Cleary Gottlieb Discusses Change Healthcare Decision’s Implications for PE Sponsors

Biden-appointed antitrust officials have asserted, unfairly in our view, that private equity firms deserve heightened scrutiny when they engage in corporate transactions.  For example, the head of the DOJ’s Antitrust Division said in an interview with The Financial Times earlier this year that the private equity business model “is often very much at odds with the law and very much at odds with the competition we’re trying to protect.”  The Chair of the Federal Trade Commission has similarly stated in a separate Financial Times interview that private equity firms’ acquisitions can have “life and death consequences.”
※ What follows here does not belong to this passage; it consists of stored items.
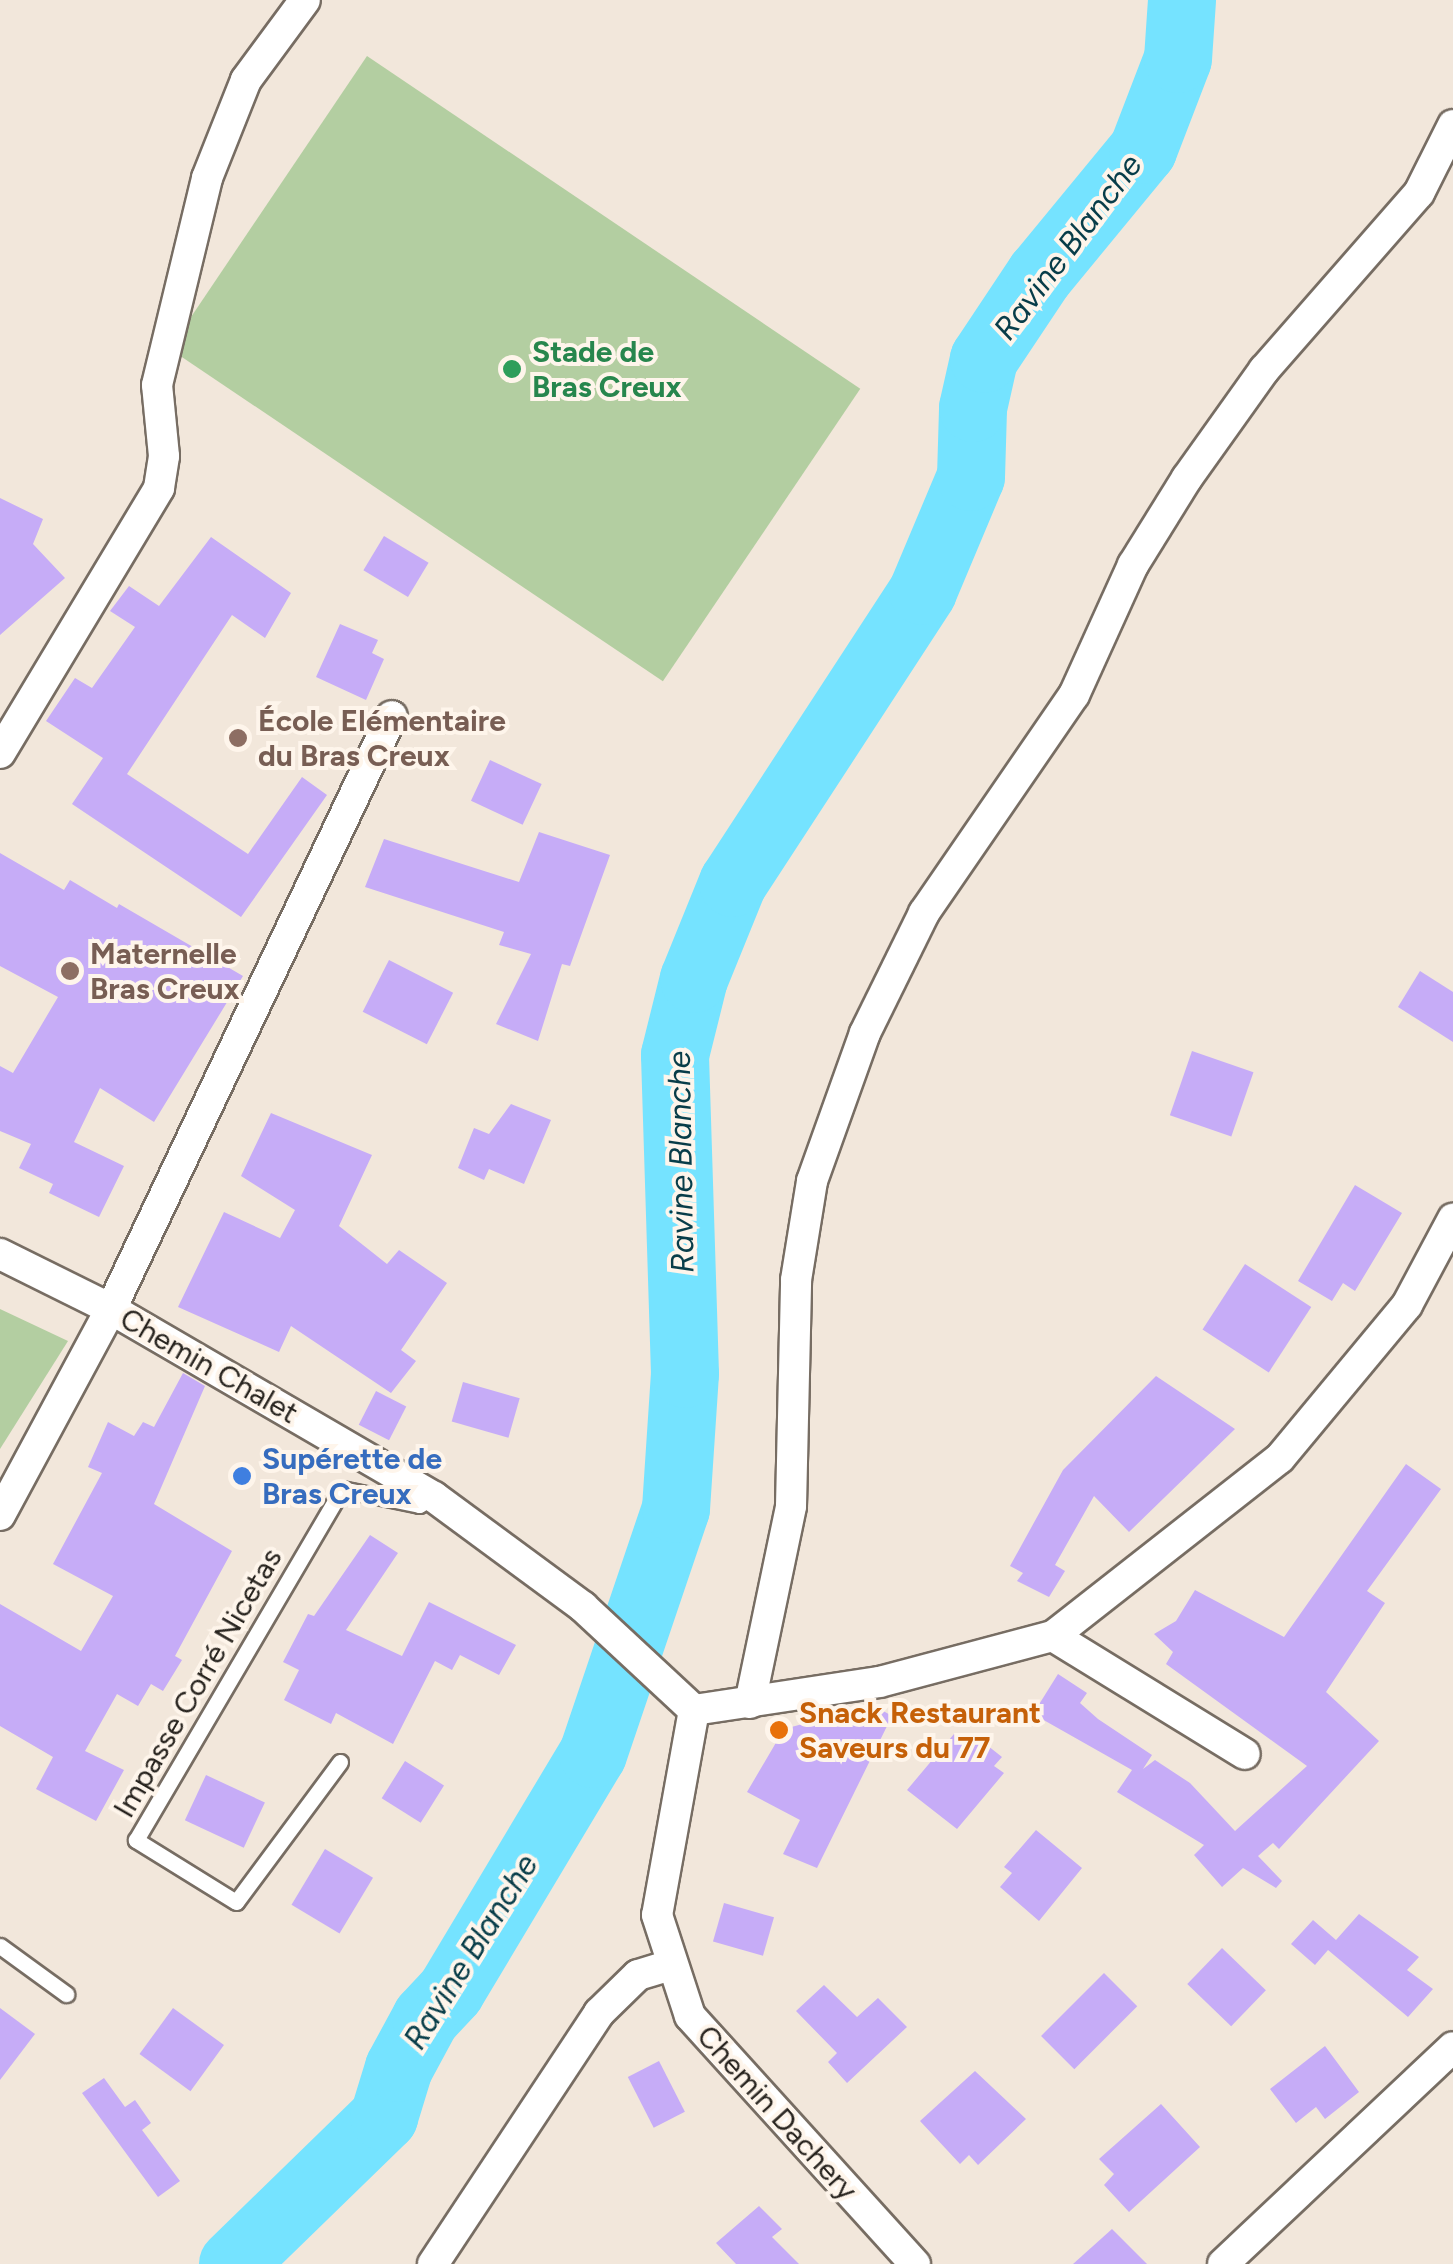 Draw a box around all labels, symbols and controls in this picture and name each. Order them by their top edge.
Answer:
water label: Ravine Blanche [986,147,1150,347]
place label: Stade de Bras Creux [532,334,682,404]
marker: Stade de Bras Creux [501,358,523,380]
place label: École Elémentaire du Bras Creux [258,703,506,774]
marker: École Elémentaire du Bras Creux [227,727,249,749]
place label: Maternelle Bras Creux [90,936,240,1006]
marker: Maternelle Bras Creux [59,960,81,982]
water label: Ravine Blanche [660,1051,702,1273]
street label: Chemin Chalet [114,1301,304,1431]
place label: Supérette de Bras Creux [262,1441,442,1512]
marker: Supérette de Bras Creux [231,1465,253,1487]
street label: Impasse Corré Nicetas [106,1542,290,1824]
place label: Snack Restaurant Saveurs du 77 [799,1695,1041,1766]
marker: Snack Restaurant Saveurs du 77 [768,1719,790,1741]
water label: Ravine Blanche [396,1848,546,2056]
street label: Chemin Dachery [689,2018,865,2208] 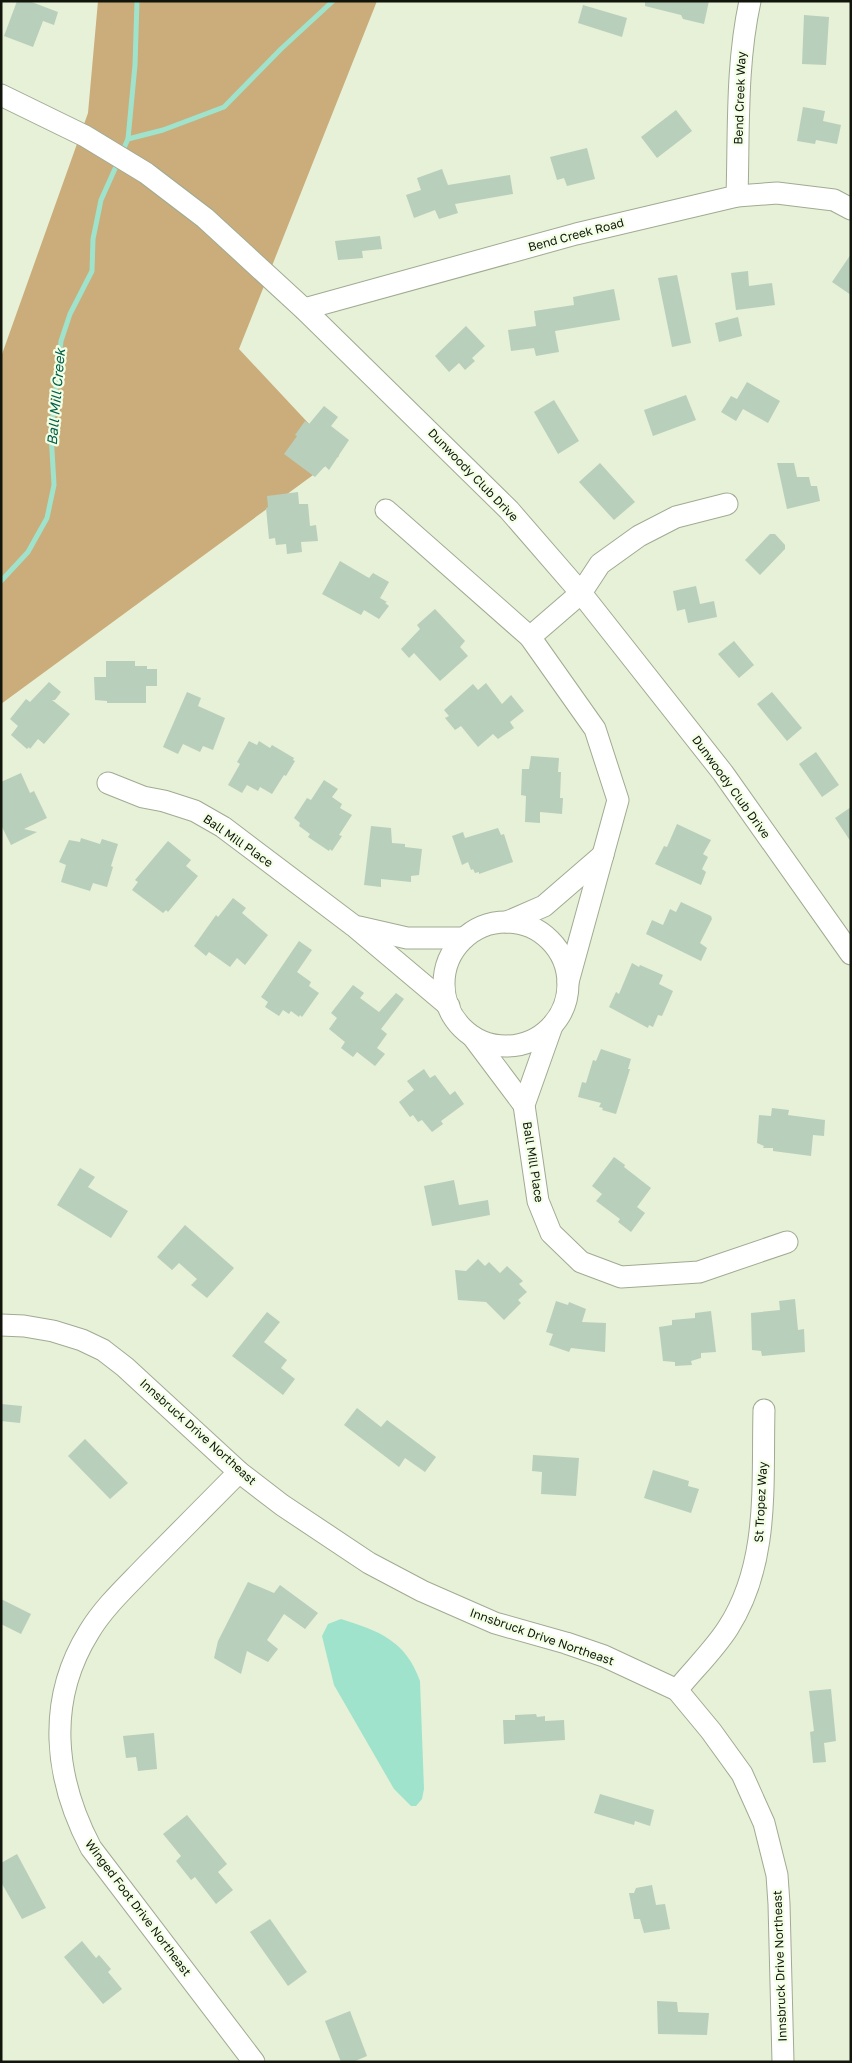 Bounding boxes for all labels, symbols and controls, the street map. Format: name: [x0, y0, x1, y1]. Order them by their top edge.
street label: Bend Creek Way: [730, 51, 749, 145]
street label: Bend Creek Road: [526, 215, 625, 255]
water label: Ball Mill Creek: [43, 346, 68, 446]
street label: Dunwoody Club Drive: [425, 425, 522, 524]
street label: Dunwoody Club Drive: [689, 732, 774, 841]
street label: Ball Mill Place: [201, 811, 276, 870]
street label: Ball Mill Place: [520, 1120, 547, 1203]
street label: Innsbruck Drive Northeast: [137, 1375, 260, 1488]
street label: St Tropez Way: [751, 1461, 770, 1543]
street label: Innsbruck Drive Northeast: [468, 1605, 616, 1668]
street label: Winged Foot Drive Northeast: [82, 1836, 195, 1979]
street label: Innsbruck Drive Northeast: [769, 1890, 790, 2042]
Agency criticism of private equity has just failed its first courtroom test.  The U.S. Department of Justice and Attorneys General from Minnesota and New York filed a lawsuit challenging the $13 billion acquisition of Change Healthcare Inc. (“Change”) by UnitedHealth Group Incorporated (“United”).  District Court Judge Carl Nichols’ opinion approved the acquisition of assets divested to address a competitive overlap by entities affiliated with TPG Capital (“TPG”).  The Court held that “the evidence at trial established – and the Court finds – that TPG’s incentives are geared toward preserving, and even improving, [the business’s] competitive edge,” rejecting DOJ’s arguments to the contrary.  Opinion at 24-25.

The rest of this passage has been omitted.